Your assignment: Look for "Parse the picture" in the entries below. Then write out exactly the line that holds it and every line after it, to the last, and nothing else.

────────────────────────────────────────

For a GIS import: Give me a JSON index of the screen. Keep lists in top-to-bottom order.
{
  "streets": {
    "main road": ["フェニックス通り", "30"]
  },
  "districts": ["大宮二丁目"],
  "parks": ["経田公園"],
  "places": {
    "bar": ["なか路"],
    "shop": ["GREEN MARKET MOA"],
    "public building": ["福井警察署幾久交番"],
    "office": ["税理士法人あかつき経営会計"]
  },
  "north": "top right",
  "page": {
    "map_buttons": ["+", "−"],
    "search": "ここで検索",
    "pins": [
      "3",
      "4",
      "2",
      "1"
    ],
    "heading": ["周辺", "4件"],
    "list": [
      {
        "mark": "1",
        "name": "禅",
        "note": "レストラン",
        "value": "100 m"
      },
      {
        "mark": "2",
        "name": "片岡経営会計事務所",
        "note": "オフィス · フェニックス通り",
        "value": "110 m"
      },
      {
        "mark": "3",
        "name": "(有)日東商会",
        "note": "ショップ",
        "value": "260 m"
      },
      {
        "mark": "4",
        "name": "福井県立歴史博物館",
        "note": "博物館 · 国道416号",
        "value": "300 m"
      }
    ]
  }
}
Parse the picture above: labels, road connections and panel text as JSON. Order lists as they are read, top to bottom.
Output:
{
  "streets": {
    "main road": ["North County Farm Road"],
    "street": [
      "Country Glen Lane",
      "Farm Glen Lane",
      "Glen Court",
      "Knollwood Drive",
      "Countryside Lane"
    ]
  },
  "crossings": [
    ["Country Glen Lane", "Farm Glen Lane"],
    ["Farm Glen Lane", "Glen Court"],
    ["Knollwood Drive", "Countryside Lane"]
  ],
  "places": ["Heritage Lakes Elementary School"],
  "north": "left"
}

────────────────────────────────────────

Output of the exercise:
Parse the picture above: labels, road connections and panel text as JSON. Order lists as they are read, top to bottom.
Output:
{
  "streets": {
    "main road": ["North County Farm Road"],
    "street": [
      "Country Glen Lane",
      "Farm Glen Lane",
      "Glen Court",
      "Knollwood Drive",
      "Countryside Lane"
    ]
  },
  "crossings": [
    ["Country Glen Lane", "Farm Glen Lane"],
    ["Farm Glen Lane", "Glen Court"],
    ["Knollwood Drive", "Countryside Lane"]
  ],
  "places": ["Heritage Lakes Elementary School"],
  "north": "left"
}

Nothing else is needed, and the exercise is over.